According to the Zhitong Finance APP, in 2024, the U.S. stock market achieved remarkable success, with the benchmark S&P 500 index rising over 25% year-to-date. Most analysts expect the unstoppable bull market to continue into 2025. However, Albert Edwards of Société Générale, known for his bearish views on the market and economy, has also issued some warnings.

Société Générale's global strategist Edwards stated in a research report last week: "Those skeptics tired of the exceptionalism of the U.S. stock market can draw strength from some signs indicating that the party is about to end, and it's time to exit."

The long-time bear emphasized that the end of the yield curve inversion and the enormous expectations for the high-tech sector are the two main reasons for his belief.

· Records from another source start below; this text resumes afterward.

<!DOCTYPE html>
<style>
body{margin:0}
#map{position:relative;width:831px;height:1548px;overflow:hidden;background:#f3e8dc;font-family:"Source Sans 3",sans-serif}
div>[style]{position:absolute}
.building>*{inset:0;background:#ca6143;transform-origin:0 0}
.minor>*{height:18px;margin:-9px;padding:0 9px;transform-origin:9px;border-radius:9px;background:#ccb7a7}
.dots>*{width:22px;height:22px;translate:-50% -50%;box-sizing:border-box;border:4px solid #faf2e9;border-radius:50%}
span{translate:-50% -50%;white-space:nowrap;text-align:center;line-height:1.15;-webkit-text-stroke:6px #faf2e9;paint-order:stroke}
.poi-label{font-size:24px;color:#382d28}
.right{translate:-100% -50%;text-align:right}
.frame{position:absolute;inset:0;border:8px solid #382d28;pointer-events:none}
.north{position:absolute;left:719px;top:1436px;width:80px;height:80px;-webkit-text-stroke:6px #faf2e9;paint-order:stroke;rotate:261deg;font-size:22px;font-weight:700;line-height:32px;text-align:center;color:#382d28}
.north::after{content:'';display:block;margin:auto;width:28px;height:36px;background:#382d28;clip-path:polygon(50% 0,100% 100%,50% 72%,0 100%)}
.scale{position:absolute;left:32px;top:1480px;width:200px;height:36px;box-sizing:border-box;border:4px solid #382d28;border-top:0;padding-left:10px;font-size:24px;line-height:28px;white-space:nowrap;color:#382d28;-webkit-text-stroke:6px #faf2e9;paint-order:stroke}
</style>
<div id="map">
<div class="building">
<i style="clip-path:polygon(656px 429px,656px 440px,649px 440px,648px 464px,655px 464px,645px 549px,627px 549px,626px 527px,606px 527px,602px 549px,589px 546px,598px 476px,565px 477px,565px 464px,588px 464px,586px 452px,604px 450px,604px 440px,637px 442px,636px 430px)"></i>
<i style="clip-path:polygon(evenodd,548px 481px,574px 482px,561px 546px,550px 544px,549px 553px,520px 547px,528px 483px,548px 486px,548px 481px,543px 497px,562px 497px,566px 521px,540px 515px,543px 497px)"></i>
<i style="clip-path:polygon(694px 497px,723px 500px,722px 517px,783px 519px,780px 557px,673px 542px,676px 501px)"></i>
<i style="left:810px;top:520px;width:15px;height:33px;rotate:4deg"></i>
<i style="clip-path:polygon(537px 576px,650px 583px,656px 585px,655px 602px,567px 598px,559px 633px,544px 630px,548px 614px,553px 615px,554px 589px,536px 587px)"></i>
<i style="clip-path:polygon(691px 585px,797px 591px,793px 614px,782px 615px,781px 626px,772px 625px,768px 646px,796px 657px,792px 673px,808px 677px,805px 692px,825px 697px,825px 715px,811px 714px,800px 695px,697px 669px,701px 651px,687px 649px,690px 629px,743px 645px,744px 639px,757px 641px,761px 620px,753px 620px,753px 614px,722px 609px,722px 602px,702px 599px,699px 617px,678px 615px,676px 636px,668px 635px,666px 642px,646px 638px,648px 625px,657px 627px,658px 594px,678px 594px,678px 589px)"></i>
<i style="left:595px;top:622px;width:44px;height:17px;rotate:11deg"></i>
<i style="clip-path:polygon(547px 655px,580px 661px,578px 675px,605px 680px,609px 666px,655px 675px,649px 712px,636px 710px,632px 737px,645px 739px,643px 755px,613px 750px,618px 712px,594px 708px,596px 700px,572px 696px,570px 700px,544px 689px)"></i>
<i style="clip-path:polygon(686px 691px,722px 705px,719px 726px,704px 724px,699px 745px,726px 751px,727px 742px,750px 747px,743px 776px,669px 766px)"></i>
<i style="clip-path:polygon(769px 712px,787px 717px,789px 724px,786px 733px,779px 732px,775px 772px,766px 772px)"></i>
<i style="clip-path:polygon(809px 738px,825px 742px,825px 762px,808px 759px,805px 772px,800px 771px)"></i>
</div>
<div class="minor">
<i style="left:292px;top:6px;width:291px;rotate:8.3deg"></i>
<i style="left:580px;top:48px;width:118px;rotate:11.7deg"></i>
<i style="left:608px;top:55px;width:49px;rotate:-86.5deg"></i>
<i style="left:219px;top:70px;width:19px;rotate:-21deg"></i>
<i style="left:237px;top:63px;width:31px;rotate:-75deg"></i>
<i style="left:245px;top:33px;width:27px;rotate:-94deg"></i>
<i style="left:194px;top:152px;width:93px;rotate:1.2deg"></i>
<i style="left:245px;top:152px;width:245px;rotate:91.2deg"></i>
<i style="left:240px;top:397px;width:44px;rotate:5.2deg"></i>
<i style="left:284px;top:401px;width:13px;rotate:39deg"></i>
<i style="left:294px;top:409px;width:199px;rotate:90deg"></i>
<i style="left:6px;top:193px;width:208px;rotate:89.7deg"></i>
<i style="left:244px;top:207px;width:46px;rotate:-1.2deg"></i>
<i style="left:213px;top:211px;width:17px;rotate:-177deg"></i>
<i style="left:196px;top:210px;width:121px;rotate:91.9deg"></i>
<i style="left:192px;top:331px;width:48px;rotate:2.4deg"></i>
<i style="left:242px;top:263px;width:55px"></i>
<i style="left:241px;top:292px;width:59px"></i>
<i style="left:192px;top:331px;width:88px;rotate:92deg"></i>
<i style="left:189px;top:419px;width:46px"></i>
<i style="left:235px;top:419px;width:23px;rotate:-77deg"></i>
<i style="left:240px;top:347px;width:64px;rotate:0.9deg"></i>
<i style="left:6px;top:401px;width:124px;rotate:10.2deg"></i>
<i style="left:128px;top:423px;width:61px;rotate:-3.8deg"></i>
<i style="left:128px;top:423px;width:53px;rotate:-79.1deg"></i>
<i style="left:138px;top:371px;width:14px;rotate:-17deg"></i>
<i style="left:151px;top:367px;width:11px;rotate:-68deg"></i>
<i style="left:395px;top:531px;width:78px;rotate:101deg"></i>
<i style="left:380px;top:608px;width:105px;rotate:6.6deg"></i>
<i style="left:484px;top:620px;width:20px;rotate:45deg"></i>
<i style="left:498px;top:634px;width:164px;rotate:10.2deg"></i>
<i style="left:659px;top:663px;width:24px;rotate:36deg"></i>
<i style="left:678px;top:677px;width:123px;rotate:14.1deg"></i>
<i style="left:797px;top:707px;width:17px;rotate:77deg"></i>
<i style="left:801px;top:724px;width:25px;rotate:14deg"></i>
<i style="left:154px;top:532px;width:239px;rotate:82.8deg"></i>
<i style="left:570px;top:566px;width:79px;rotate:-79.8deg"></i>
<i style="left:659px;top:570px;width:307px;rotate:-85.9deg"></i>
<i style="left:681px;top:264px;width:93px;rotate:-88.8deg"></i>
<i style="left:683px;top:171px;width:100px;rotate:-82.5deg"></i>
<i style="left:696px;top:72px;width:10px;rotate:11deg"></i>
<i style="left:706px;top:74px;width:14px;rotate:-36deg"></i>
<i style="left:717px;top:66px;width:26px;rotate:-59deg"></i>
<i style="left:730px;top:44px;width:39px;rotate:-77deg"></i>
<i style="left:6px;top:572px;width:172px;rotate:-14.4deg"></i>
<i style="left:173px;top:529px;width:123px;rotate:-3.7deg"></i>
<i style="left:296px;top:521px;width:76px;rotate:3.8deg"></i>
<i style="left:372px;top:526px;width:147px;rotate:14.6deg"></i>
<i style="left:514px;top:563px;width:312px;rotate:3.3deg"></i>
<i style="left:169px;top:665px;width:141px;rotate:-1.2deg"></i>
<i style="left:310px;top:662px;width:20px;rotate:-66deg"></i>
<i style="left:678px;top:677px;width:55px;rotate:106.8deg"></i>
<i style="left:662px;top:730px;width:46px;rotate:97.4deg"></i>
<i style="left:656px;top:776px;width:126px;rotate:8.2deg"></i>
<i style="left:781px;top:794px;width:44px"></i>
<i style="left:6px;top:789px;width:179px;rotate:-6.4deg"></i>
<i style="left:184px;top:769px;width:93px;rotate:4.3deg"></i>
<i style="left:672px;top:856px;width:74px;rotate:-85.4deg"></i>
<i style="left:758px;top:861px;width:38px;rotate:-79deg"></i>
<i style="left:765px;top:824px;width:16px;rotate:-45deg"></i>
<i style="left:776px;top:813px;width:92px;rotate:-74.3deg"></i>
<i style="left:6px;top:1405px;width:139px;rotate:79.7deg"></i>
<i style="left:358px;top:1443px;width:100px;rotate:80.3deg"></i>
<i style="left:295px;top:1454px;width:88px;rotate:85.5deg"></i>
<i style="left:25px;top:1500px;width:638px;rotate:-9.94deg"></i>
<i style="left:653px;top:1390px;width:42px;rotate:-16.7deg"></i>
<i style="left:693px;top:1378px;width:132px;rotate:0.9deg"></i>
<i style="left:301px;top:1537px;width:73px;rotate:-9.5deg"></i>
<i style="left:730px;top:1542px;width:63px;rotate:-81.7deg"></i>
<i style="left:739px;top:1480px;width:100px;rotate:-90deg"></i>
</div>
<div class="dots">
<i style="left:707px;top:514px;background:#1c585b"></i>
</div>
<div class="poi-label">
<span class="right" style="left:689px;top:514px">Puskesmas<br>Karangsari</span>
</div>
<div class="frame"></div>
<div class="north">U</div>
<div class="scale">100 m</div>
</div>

Edwards noted: "The yield curve between the 10-year and 2-year U.S. Treasury bonds has now turned positive, as has the yield curve between the 10-year Treasury and the 3-month Treasury. The inversion of the yield curve may be an early signal of an impending recession, but if the inversion ends, it's like the starting gun has gone off."

The strategist added: "One factor that could 'burst' the stock market bubble is a further rise in U.S. bond yields. The last time U.S. stock market price-to-earnings ratios reached such high levels was in 2021, when the 10-year U.S. Treasury yield was 1%. With the 'Ice Age' of bond/stock correlation inversion now over, any further rise in yields will pose problems for the stock market."

As for the technology sector, Edwards stated: "The U.S. technology industry is burdened by heavy optimism, with future earnings expectations far exceeding the lagging reality. U.S. tech companies now must deliver on this optimism."